#### Problem to solve:
In the entries below, count each line where "small" appears. Give the total and nothing more.

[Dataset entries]

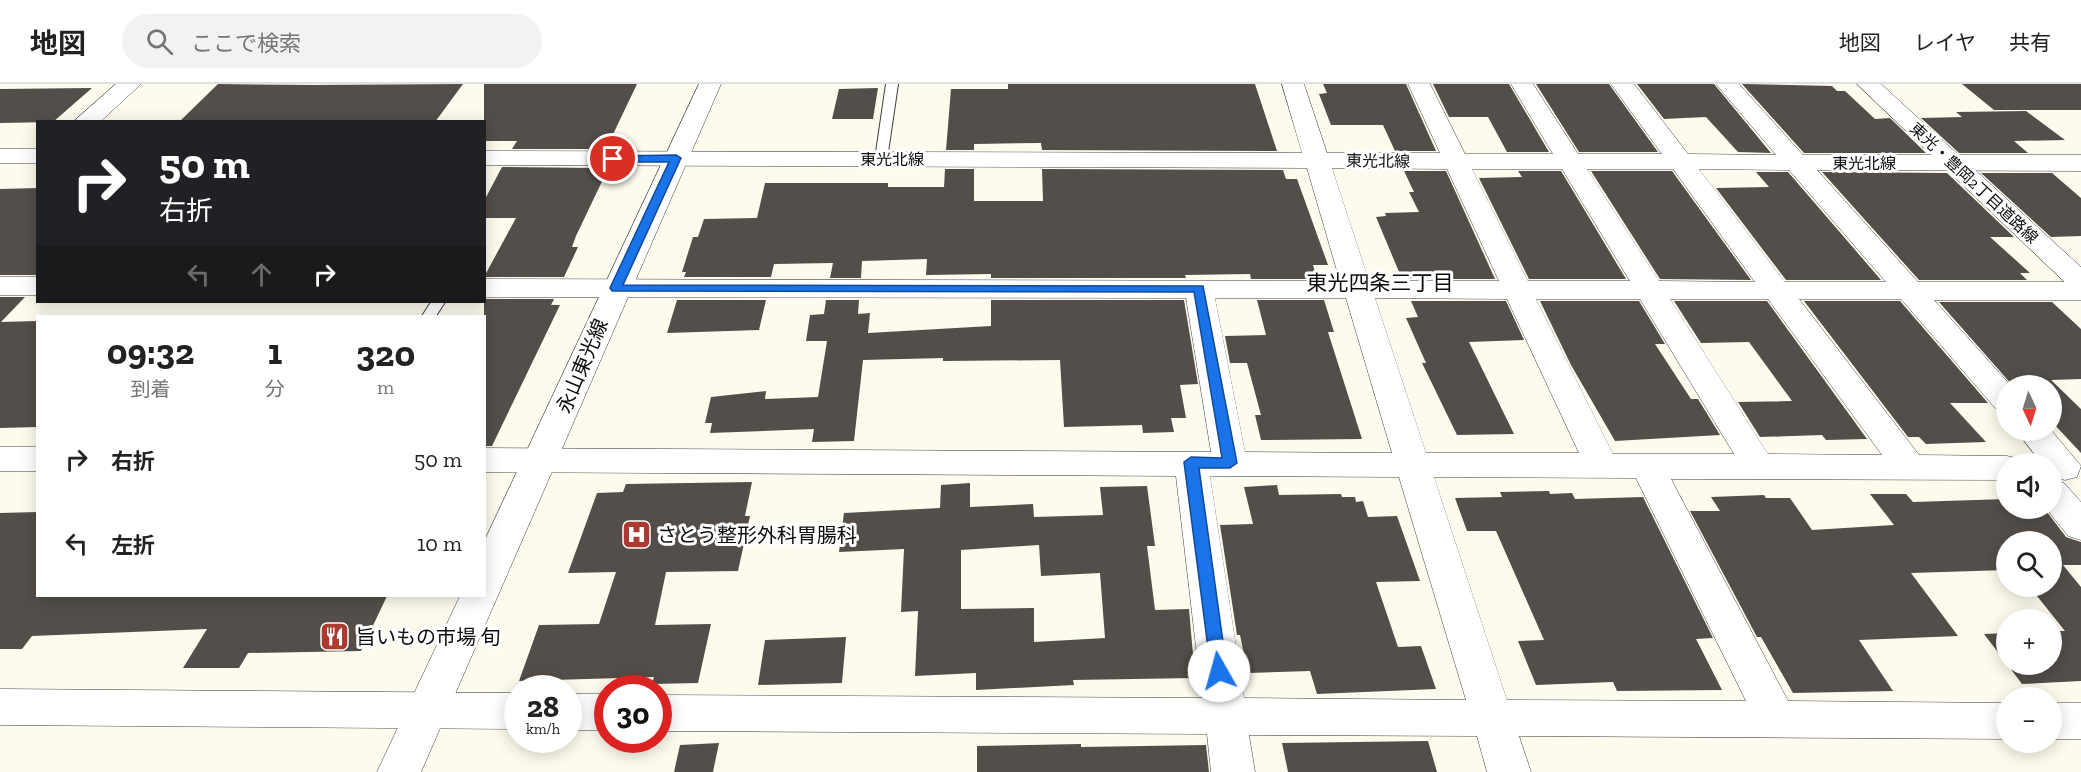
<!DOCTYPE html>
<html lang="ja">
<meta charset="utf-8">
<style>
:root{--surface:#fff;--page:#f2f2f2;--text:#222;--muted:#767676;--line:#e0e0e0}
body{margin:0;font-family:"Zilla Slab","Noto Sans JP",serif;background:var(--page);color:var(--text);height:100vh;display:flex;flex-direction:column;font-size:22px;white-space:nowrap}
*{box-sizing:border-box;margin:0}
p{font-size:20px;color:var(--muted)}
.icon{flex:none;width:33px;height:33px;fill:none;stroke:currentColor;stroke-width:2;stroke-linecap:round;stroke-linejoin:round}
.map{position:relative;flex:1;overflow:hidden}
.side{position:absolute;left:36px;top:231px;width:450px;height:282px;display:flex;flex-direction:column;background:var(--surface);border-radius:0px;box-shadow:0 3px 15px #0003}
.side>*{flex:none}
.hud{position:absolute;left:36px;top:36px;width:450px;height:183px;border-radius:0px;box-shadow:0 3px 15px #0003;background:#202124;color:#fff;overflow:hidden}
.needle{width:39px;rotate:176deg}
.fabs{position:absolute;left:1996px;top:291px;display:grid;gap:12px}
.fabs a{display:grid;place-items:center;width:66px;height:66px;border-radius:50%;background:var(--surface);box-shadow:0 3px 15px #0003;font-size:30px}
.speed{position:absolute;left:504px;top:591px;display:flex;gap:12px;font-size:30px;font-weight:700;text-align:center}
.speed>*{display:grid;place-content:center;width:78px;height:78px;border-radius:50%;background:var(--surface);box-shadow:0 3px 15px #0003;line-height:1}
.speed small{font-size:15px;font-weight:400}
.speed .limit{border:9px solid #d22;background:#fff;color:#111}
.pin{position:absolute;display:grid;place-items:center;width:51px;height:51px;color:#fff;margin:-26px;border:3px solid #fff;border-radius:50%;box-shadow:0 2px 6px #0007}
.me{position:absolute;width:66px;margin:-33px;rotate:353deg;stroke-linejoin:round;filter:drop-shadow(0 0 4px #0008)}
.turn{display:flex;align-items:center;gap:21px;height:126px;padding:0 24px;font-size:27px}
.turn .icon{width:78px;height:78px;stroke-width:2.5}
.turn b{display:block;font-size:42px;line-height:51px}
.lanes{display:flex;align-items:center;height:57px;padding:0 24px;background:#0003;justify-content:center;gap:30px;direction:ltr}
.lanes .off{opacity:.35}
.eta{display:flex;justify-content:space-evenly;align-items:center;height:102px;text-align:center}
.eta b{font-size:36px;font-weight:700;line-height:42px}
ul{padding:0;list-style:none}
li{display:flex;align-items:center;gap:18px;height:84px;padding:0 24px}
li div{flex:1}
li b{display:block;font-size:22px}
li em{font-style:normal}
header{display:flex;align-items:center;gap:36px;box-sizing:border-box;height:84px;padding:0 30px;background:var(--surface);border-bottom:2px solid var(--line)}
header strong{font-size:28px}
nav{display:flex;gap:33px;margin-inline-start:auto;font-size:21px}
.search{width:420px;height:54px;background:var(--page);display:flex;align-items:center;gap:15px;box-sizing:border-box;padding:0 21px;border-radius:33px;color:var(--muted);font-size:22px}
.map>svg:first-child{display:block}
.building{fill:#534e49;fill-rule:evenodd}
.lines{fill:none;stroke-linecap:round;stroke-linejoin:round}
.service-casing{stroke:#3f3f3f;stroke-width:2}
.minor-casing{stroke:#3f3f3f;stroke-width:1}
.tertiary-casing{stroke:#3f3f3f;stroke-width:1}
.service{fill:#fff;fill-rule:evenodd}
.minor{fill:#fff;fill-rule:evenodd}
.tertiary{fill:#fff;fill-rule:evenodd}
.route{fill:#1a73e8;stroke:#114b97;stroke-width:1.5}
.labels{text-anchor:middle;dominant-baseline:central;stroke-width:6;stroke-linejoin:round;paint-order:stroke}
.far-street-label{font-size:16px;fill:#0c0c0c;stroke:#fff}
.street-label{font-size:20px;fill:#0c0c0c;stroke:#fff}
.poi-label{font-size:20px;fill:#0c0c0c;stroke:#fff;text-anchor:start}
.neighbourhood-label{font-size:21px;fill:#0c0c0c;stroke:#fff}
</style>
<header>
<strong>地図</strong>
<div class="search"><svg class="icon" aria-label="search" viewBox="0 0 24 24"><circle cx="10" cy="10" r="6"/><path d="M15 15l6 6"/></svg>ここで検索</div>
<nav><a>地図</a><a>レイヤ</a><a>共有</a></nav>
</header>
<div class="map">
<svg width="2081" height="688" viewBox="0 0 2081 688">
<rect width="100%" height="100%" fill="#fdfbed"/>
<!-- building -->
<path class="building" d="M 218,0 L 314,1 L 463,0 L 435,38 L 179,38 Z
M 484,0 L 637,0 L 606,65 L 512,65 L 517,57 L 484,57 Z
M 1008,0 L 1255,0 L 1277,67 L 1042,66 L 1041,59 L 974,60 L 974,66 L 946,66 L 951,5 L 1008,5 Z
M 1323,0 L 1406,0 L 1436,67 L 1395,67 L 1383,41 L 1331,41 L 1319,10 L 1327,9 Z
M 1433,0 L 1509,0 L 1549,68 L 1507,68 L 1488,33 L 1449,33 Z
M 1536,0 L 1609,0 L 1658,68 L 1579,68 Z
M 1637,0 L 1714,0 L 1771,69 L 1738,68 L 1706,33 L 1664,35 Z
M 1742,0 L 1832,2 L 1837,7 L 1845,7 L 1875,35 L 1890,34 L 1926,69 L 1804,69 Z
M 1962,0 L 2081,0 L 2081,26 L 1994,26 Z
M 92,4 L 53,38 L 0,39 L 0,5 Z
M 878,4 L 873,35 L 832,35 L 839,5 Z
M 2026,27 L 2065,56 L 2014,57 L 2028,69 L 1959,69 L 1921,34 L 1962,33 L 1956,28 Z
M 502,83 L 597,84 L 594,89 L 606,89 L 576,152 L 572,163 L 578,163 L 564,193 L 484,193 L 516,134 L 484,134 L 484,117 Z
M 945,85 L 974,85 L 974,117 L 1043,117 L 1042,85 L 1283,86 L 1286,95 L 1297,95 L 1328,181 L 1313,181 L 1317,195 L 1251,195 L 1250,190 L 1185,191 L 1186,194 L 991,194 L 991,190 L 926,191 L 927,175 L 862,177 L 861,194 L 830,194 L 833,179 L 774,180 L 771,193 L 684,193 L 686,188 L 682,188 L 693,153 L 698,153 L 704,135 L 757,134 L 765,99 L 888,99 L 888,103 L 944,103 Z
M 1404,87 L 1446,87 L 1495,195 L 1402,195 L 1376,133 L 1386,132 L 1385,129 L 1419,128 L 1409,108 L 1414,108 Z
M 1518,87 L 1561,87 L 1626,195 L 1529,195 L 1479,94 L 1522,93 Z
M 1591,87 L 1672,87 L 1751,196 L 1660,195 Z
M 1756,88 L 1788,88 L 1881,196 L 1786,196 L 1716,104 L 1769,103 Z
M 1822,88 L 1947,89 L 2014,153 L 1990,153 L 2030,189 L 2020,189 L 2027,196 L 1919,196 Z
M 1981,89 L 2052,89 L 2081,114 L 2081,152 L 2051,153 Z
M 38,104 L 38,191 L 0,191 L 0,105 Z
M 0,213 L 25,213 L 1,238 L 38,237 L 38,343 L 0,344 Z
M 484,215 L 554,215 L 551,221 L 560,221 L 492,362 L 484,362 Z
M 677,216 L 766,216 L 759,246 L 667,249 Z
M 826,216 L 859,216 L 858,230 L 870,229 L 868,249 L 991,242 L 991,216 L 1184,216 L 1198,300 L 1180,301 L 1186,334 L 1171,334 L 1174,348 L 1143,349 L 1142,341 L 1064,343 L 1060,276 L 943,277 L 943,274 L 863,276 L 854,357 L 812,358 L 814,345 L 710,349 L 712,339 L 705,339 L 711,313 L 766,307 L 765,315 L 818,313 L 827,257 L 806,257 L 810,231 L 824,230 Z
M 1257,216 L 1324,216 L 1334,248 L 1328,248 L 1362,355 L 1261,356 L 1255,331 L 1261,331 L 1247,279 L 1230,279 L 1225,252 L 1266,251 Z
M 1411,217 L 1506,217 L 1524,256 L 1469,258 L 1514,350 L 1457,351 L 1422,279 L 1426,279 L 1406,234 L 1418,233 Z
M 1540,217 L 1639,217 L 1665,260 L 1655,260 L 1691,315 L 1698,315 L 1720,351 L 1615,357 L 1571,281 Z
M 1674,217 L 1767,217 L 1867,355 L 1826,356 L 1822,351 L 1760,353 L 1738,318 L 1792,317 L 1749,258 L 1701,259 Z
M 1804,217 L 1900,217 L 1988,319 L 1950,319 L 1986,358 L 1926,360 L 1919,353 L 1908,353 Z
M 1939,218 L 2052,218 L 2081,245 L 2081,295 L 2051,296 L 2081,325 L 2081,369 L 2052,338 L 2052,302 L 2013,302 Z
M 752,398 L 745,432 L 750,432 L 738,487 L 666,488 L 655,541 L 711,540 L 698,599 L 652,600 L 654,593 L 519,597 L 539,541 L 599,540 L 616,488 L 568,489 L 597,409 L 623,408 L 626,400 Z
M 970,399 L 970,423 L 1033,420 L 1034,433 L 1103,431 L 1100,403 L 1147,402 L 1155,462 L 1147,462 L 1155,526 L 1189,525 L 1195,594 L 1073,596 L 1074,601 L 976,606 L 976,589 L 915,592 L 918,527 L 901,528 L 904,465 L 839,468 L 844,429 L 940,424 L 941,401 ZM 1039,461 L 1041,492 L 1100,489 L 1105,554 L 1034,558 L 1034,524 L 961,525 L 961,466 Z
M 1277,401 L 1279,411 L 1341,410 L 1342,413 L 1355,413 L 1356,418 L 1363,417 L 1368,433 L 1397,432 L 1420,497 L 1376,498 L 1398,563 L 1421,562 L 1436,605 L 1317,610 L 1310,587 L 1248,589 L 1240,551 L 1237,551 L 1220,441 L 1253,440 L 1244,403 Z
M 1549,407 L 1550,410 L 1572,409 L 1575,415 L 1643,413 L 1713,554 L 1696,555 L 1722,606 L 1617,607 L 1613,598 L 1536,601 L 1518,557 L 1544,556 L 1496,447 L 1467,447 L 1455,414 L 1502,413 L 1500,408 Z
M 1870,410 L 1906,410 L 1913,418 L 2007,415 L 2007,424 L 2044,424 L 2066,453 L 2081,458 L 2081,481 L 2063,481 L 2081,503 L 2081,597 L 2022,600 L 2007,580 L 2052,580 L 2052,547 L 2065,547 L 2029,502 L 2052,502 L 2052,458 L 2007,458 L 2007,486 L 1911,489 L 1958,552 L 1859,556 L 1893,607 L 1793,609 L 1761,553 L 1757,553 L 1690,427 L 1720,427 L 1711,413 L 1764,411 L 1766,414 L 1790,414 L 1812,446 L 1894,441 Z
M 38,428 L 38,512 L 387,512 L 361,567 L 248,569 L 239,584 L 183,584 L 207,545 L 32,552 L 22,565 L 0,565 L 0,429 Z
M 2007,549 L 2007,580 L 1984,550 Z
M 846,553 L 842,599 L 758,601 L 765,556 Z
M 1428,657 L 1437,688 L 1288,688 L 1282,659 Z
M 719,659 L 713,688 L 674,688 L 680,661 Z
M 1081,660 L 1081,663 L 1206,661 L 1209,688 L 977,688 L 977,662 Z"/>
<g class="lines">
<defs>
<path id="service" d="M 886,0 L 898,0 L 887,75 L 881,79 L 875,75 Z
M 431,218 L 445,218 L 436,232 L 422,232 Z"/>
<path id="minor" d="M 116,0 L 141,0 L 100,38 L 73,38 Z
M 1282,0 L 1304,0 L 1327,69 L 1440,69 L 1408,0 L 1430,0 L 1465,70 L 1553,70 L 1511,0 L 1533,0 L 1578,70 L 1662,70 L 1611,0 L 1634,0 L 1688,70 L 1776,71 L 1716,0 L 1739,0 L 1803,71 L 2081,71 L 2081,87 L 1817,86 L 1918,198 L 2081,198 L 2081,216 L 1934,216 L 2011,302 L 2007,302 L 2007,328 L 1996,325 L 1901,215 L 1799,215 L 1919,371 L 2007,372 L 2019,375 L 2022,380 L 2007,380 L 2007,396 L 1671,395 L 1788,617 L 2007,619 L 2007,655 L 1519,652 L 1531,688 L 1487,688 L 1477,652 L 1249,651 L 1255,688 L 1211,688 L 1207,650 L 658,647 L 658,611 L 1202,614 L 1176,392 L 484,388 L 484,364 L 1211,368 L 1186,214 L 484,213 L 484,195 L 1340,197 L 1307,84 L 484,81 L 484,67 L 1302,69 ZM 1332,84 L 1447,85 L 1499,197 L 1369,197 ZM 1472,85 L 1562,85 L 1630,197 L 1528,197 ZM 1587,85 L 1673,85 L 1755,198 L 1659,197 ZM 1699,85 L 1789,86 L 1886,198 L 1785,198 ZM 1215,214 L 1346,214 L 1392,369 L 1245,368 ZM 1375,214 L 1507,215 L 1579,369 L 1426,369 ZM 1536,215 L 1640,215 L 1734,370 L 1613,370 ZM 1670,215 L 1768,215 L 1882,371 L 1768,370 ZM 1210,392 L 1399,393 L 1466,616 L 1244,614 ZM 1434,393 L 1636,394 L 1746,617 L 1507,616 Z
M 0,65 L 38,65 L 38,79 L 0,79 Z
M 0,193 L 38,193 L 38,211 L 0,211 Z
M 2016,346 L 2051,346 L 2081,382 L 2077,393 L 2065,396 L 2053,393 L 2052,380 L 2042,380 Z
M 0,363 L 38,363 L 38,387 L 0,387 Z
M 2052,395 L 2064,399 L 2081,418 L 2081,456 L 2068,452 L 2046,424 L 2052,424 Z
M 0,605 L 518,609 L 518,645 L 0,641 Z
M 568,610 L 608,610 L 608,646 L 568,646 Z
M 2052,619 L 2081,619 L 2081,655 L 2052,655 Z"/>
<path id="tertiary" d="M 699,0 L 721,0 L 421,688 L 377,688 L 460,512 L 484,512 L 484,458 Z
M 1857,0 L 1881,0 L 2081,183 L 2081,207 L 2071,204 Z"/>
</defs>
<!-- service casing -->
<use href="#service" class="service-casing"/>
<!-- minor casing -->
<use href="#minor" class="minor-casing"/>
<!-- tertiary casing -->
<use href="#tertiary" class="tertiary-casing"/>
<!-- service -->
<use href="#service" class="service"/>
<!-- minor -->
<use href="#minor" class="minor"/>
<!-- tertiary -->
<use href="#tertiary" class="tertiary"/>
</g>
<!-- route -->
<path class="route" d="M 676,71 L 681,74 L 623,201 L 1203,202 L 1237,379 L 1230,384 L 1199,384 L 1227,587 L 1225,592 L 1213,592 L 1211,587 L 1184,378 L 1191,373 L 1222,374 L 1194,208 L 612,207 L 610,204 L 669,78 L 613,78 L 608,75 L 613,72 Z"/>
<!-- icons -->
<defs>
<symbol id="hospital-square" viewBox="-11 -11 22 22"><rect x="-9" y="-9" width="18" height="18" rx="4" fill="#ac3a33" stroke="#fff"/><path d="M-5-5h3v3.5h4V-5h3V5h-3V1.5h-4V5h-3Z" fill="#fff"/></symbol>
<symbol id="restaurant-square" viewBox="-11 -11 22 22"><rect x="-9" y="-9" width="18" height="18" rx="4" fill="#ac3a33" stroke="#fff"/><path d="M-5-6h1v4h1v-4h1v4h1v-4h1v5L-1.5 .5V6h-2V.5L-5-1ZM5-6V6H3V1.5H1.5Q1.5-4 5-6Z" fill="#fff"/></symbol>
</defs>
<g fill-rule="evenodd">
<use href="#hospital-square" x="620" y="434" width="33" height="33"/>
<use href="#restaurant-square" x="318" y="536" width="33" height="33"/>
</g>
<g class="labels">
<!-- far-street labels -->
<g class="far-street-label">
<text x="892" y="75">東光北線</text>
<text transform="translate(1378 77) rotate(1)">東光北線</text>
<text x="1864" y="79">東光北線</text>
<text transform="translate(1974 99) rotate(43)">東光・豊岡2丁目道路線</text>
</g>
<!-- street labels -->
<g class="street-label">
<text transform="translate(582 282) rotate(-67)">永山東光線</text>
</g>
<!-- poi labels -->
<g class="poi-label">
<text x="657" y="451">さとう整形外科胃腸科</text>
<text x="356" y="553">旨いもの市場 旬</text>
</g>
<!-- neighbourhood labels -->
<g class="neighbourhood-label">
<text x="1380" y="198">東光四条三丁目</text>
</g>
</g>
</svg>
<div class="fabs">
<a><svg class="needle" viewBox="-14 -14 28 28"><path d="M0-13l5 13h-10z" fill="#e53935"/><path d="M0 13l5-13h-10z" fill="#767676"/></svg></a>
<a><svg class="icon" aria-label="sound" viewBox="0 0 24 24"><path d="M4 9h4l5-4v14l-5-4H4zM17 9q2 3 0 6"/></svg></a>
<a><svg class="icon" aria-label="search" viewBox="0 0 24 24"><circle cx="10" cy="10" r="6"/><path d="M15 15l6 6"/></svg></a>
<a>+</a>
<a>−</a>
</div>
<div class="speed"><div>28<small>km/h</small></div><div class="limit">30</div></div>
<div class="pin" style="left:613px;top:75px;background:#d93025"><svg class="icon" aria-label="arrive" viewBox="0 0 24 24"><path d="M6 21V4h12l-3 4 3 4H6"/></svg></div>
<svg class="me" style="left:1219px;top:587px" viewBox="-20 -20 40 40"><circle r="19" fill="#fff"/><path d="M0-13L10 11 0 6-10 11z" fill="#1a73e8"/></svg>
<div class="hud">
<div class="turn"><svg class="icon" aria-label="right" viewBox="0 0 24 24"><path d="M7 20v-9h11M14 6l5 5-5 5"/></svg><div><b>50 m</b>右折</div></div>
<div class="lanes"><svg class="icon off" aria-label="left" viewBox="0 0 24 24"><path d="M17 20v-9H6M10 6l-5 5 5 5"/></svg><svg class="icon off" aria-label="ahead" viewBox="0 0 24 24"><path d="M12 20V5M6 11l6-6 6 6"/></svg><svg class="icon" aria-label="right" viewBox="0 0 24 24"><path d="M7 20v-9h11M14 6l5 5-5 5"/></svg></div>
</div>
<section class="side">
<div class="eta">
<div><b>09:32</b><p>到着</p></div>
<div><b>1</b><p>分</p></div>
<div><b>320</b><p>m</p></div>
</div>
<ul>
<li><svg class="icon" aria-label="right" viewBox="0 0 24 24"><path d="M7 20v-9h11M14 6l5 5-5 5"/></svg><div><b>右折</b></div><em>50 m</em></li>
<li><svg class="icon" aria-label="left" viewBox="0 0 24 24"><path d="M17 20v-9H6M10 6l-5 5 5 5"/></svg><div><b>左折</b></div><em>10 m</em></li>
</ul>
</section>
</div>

#### Output for this exercise:
2